Philip Brown wrote:
> Patrick Grant wrote:
> 
>> An increasing amount of code is distributed with the configuration in 
>> XML, which is used when people explicitly want to avoid doing that.
>>
>> Are there any plans to allow IPS to intelligently cope with XML files 
>> whilst avoiding the need for scripting?
>>
> 
> that's a bit disingenuous. At a certain level of depth, XML becomes "a 
> scripting language" in its own right. Its just kinda like the FPGA of 
> scripting languages :-}

I hate the way I agree with you so much! :)

But my problem is that if a configuration system is managed well, it 
doesn't need scripting, and the inherent tree structure of XML *should* 
mean that a good package manager *should* be able to handle it elegantly.

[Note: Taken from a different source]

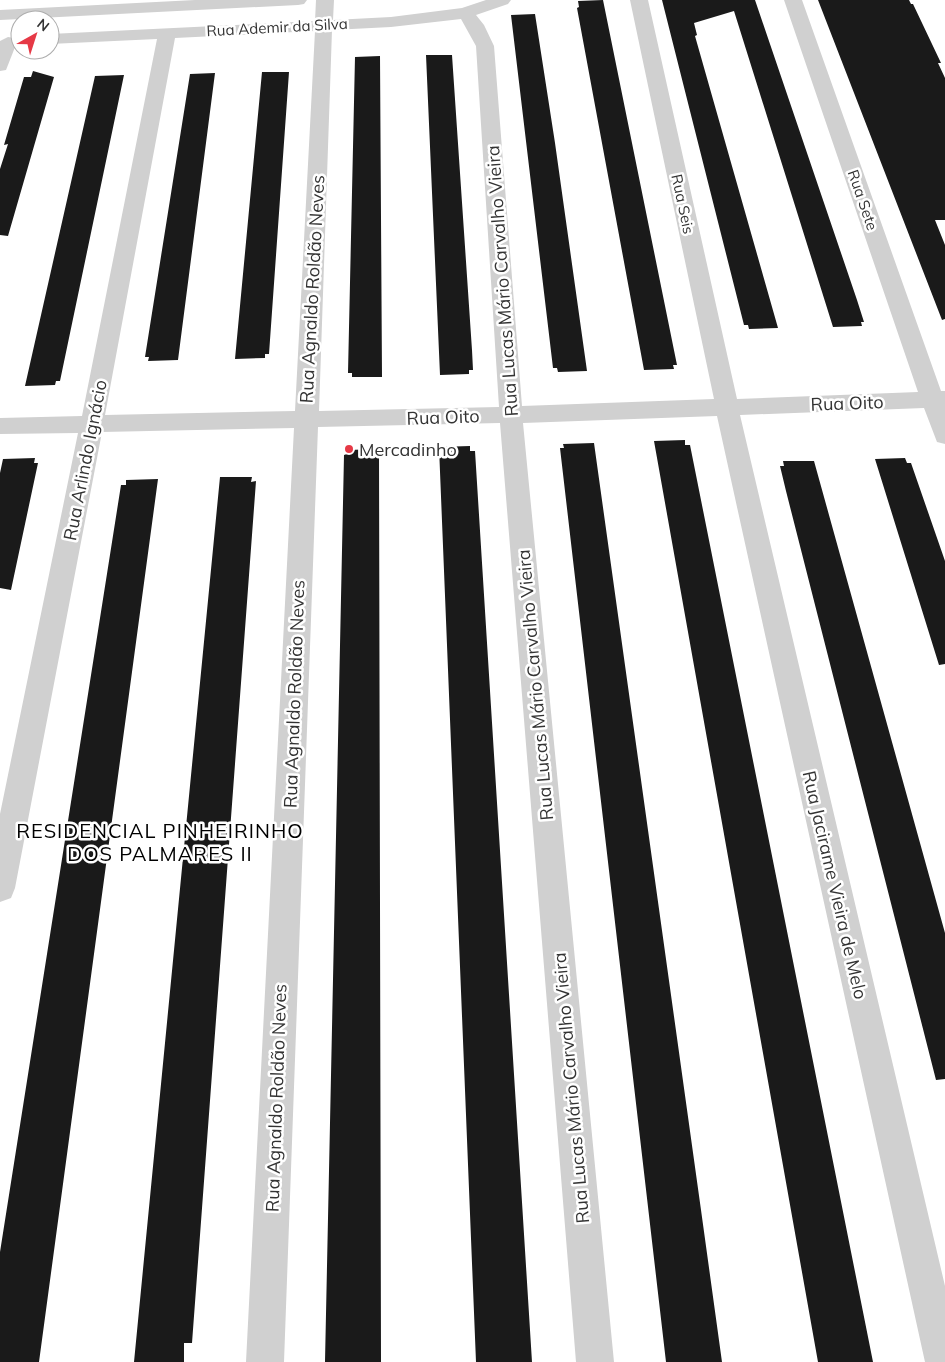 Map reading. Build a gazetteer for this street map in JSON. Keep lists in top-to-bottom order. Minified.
{"streets":{"street":["Rua Ademir da Silva","Rua Sete","Rua Seis","Rua Lucas Mário Carvalho Vieira","Rua Agnaldo Roldão Neves","Rua Oito","Rua Arlindo Ignácio","Rua Jacirame Vieira de Melo"]},"crossings":[["Rua Ademir da Silva","Rua Lucas Mário Carvalho Vieira"],["Rua Ademir da Silva","Rua Agnaldo Roldão Neves"],["Rua Ademir da Silva","Rua Arlindo Ignácio"],["Rua Sete","Rua Oito"],["Rua Seis","Rua Oito"],["Rua Seis","Rua Jacirame Vieira de Melo"],["Rua Lucas Mário Carvalho Vieira","Rua Oito"],["Rua Agnaldo Roldão Neves","Rua Oito"],["Rua Oito","Rua Arlindo Ignácio"],["Rua Oito","Rua Jacirame Vieira de Melo"]],"districts":["RESIDENCIAL PINHEIRINHO DOS PALMARES II"],"places":["Mercadinho"],"north":"top right"}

I am very frustrated we are encouraging people to move people to 
directory structures to govern their configs. Why? Because they're easy 
to manage. But these directory structures are trees... just like XML. I 
find it infuriating that the de facto configuration language is not a 
language that suits IPS.

I find my self spending a lot of my days managing software written by 
clients, doing minimal amount of work to the configs, before putting 
them live. A simple example is changing database credentials. Other than 
these simple things I want the config files to be completely identical. 
Currently, I (ab)use debconf to hold these things and inject them into 
the relevant XML and don't support any local changes. I like that. 
Scripting should be considered harmful, but managing local configuration 
has to be done somehow.

If I were to move the systems I manage to IPS, I'd need to find a new 
way to manage the configuration. I really need a way to say "these bits 
of the config file I'll let you do whatever with, these bits I need to 
customise". Are you not doing the same at the filesystem? What's the 
difference?

I genuinely think IPS could do it better than anything out there if it 
had native XML support. I have ideas how this could be implemented, but 
Sun must have better XML guys than me!

Is this genuinely not a common problem? Does noone else there really use 
a package manager to keep their configs in sync, with a small amount of 
local tweaks? I know I couldn't do my job without it.